Finally, in 2003, Steger had a fateful lunch in St. Paul with fellow Minnesotan and explorer Dan Buettner, who invited him on an expedition to retrace the frankincense route through the Middle East. That never happened, but the conversation inspired Steger—who’d been cooling his heels for years at the Homestead, reading, writing, woodworking, and mounting small-scale expeditions—to get back in the game. In January 2006, he created the Will Steger Foundation, an environmental nonprofit based in Minneapolis.

“Will eats, breathes, and sleeps global warming,” says Buettner. “He’s hardwired to thrive with a sense of purpose. His resurgence has been like Lazarus rising from the grave.”

Buettner had a few contacts in Hollywood, starting with his longtime girlfriend, Cheryl Tiegs. Tiegs had met Steger years before and was excited to introduce him to friends.

“In Hollywood, we’re just talking about global warming and thinking about it and wondering about it,” Tiegs tells me. “We’re not particularly living it. Will is our conduit to the people who are really going to suffer. What he’s doing is unique.”

The fun at Casa Tiegs winds down before midnight, at which point Steger slips outside to a chaise lounge at the edge of the swimming pool. Tiegs has given Steger the run of her house, but, true to form, he prefers sleeping under the stars.

TWO NIGHTS later, Steger is back on the party circuit. This time it’s a mellow gathering at Diane Isaacs’s art-filled home in Brentwood. Looking refreshed after a three-hour hike in the Santa Monica Mountains, Steger mingles with early arrivals while Diane’s husband, Greg, an athletic trainer from South Africa, shows a few digitalphotos of Lance Armstrong training for the New York City Marathon. Greg was his coach.

Isaacs has assembled an impressive group. On hand for margaritas and homemade paella are Lew Coleman, president of DreamWorks Animation; Lloyd Phillips, a producer from Sony; Beau St. Clair, Pierce Brosnan’s production partner; Richard Bangs, an explorer and entrepreneur; and Bangs’s girlfriend, Laura Hubber, a reporter for the BBC.

Just before everyone sits down to eat, Peter Guber, the producer of The Color Purple, Gorillas in the Mist, and other blockbusters, rolls in with his wife, Tara, a redhaired fireball who’s heavily into yoga and the environment. She’s toting a copy of Contact: The Yoga of Relationships, a book she co-wrote. After hearing about Steger’s exploits from her friend Isaacs, she insisted that her husband meet him.

Peter Guber skips the buffet and sits next to Theo and Steger, who listen silently as Bangs quizzes Guber about movies. “What do you think is the most impactful film you’ve ever made?” he says.

Gorillas in the Mist made a huge impact,” Guber says, shaking the ice in an empty Starbucks cup. “Movies are an emotional issue, just like the environment. But in the end, it all comes down to the pocketbook. It’s the same with global warming—it’s market-driven.”
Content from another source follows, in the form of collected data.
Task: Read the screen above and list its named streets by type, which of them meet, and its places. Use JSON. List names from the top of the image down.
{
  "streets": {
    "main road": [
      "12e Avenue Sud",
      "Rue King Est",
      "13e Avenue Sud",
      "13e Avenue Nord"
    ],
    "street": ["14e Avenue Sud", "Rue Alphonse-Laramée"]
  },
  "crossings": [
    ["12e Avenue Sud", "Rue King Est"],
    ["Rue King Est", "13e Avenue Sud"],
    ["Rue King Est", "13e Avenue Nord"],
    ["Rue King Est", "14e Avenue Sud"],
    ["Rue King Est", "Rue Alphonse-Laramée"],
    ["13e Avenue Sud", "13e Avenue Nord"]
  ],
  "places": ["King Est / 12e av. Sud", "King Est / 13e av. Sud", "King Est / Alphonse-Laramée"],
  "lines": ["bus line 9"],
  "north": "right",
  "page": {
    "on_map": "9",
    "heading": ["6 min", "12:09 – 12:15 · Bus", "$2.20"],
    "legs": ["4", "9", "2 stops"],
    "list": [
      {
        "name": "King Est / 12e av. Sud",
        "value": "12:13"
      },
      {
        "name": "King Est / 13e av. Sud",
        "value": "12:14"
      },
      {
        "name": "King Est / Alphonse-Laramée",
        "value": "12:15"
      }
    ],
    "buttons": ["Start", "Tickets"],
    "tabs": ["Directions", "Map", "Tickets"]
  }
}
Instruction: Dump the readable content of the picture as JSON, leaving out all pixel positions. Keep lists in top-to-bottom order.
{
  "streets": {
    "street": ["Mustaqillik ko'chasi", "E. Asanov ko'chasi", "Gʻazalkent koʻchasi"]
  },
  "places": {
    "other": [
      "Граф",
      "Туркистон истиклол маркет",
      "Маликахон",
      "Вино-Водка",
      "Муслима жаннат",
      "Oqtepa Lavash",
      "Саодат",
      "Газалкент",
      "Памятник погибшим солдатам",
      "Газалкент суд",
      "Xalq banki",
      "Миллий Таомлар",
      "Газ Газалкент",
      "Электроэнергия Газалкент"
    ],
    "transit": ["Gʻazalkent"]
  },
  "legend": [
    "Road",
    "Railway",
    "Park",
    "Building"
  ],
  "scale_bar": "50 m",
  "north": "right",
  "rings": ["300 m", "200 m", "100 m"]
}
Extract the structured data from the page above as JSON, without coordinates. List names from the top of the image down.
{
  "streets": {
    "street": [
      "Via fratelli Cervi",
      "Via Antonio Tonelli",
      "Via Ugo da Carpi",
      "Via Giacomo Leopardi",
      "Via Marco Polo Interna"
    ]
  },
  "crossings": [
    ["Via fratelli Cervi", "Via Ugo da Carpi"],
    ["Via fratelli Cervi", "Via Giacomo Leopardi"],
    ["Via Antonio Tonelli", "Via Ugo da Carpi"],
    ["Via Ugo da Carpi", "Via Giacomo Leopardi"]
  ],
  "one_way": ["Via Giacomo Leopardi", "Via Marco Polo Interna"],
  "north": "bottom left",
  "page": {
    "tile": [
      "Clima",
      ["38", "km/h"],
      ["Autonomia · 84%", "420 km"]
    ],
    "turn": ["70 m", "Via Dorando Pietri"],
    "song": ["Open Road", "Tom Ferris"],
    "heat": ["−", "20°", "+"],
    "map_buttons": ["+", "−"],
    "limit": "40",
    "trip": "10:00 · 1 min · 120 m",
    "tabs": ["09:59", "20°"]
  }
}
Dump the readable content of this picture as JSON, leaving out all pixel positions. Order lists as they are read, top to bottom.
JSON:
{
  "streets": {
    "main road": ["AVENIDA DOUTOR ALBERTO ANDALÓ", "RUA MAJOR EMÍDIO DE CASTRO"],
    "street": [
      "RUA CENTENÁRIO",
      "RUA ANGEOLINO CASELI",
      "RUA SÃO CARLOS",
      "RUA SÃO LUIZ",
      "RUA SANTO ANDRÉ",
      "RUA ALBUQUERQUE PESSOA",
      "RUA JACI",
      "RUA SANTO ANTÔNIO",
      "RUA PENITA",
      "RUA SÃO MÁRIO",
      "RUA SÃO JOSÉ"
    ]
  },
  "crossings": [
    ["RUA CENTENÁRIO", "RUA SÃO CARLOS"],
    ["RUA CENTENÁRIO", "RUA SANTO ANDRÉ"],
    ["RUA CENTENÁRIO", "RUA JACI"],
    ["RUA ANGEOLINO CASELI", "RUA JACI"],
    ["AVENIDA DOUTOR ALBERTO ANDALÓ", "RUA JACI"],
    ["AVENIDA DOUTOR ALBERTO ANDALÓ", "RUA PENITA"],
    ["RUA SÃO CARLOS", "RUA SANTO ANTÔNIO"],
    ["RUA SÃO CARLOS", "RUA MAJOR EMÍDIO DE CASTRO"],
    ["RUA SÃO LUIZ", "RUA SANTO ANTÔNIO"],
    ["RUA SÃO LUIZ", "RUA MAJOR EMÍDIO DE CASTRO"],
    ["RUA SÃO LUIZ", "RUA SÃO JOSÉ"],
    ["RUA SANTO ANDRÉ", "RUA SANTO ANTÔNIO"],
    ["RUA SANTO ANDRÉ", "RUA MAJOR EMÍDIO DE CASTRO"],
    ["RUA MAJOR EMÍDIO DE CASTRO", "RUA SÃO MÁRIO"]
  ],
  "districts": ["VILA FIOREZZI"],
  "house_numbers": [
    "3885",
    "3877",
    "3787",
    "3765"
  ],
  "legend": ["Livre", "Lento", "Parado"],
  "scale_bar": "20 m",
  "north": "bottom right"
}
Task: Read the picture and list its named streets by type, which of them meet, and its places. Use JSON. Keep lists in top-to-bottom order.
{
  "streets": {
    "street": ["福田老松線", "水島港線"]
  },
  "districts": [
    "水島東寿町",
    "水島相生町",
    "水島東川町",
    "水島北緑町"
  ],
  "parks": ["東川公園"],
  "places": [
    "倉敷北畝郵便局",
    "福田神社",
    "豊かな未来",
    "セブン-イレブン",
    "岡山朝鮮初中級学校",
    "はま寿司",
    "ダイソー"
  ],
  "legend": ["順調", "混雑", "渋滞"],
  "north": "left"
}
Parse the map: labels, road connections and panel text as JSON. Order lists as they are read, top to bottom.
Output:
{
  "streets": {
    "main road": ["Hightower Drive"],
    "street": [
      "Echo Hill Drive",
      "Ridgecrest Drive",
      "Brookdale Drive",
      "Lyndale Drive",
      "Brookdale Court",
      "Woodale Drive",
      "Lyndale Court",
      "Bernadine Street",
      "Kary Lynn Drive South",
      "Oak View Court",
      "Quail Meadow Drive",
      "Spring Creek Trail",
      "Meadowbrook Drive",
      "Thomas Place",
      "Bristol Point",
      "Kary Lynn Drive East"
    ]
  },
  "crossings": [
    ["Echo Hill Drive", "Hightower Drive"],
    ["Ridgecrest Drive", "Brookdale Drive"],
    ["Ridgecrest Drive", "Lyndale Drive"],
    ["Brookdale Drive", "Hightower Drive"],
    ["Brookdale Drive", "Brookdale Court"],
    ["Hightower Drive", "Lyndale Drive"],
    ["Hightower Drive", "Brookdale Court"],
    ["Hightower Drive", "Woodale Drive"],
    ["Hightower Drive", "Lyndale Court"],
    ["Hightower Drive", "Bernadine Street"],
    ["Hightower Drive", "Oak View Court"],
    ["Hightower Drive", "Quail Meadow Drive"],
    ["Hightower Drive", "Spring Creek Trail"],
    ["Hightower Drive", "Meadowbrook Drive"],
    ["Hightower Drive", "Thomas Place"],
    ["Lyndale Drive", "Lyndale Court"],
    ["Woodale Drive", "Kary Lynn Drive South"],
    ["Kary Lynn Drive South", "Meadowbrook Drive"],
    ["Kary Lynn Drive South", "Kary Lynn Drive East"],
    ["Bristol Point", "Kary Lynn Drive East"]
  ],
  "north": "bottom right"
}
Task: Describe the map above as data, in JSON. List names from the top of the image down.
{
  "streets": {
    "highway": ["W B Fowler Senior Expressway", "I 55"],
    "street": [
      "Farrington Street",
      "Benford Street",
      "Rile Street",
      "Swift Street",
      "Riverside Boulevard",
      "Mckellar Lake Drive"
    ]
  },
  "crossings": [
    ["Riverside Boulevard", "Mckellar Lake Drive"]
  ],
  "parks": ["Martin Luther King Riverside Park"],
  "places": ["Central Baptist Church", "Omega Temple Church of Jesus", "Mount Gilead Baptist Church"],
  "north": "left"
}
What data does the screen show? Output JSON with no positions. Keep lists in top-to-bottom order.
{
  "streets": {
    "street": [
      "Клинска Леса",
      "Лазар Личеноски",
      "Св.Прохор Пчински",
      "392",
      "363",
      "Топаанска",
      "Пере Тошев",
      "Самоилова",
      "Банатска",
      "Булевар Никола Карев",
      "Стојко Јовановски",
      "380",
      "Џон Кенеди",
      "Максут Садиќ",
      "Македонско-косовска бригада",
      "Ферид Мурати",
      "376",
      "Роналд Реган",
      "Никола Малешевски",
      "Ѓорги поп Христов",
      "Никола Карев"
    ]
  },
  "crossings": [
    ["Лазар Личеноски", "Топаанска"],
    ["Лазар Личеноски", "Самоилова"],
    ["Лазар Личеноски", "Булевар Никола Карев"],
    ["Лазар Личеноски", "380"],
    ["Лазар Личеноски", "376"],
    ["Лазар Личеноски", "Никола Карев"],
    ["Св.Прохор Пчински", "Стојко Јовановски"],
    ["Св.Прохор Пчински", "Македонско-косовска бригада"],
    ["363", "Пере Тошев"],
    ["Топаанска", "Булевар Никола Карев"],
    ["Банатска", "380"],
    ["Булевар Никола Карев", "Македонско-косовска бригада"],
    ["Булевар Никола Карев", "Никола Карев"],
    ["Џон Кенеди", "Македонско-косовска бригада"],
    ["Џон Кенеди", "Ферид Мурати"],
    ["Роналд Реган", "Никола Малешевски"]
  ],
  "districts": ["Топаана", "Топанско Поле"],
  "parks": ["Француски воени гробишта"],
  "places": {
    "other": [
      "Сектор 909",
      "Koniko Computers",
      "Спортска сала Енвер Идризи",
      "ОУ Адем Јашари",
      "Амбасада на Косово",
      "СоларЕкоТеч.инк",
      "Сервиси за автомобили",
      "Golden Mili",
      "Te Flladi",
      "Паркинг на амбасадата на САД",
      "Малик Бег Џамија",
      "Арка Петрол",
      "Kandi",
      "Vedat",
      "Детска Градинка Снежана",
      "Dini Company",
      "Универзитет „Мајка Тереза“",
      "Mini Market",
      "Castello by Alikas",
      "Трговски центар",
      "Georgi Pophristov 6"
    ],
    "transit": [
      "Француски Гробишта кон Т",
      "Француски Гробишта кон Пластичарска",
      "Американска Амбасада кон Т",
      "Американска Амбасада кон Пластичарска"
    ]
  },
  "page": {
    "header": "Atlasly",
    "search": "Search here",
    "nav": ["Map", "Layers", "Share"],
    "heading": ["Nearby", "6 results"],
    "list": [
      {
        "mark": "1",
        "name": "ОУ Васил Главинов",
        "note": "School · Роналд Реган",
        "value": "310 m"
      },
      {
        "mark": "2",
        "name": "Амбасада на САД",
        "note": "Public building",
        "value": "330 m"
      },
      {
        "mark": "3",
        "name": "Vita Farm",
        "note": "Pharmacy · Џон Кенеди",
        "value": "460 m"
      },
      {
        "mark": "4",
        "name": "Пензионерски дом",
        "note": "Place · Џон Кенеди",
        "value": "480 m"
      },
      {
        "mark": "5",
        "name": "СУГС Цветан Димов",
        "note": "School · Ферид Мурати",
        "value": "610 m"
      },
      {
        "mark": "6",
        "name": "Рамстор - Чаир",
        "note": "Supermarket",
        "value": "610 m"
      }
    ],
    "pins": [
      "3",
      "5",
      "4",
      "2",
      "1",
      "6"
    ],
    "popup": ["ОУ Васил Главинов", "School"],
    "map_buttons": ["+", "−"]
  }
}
After dinner, guests migrate to the living room for Steger’s slide show, while Guber self-mockingly vents about the type of Hollywood environmentalist who owns both a hybrid and an Aston Martin—like he does. “I had a friend who bought a car that ran on French-fry oil,” he jokes, “but it always made him hungry!”

Steger, who kept mum during dinner, starts clicking through slides of receding polar ice, mixed with charts and graphs. After 20 minutes, he turns the floor over to Theo, who tells it like it is.

“I was born in an igloo. We had no electricity. We lived nomadically and traveled by dogsled to visit relatives,” he says. “My culture has been the same for 8,000 years. But it’s changed drastically in the last 30 years. Who knows what’ll happen in the next five?”

Soon, the lights come on and the group sits in silence. Bangs tries to lighten the mood. “I have a dumb question,” he says to Theo. “Why can’t we just put polar bears in Antarctica and penguins in the Arctic?”

“I don’t think they’d adapt very well,” Theo replies.

ON THE EVE of New Year’s Eve, expedition prep is in full swing at the Homestead. Isaacs has flown in, and most of the team (minus Theo, who’s getting remarried in two weeks) is getting down to brass tacks as the launch date approaches.

Since the Hollywood schmoozefest, climate change has remained big news—thanks in part to the release of the UN’s latest report on the subject, a six-year effort that offers a gloomy assessment of planetary health. Laurie David and Steger have started cross-pollinating with shared Web links; Isaacs is negotiating to use an unreleased Tupac song in the teaser’s soundtrack; and Lloyd Phillips, the Sony producer, has passed word about Baffin Island to a friend who passed it on to billionaire Richard Branson. Branson got excited, and he and his 21-year-old son, Sam, are joining the trip for the last two-week leg.

“We haven’t even tried to go after celebs yet,” says Isaacs. But the list keeps growing anyway: Mountaineer Ed Viesturs has committed to a two-week stint; Cheryl Tiegs will fly up for a week with Howard Ruby; even Pierce Brosnan might make an appearance.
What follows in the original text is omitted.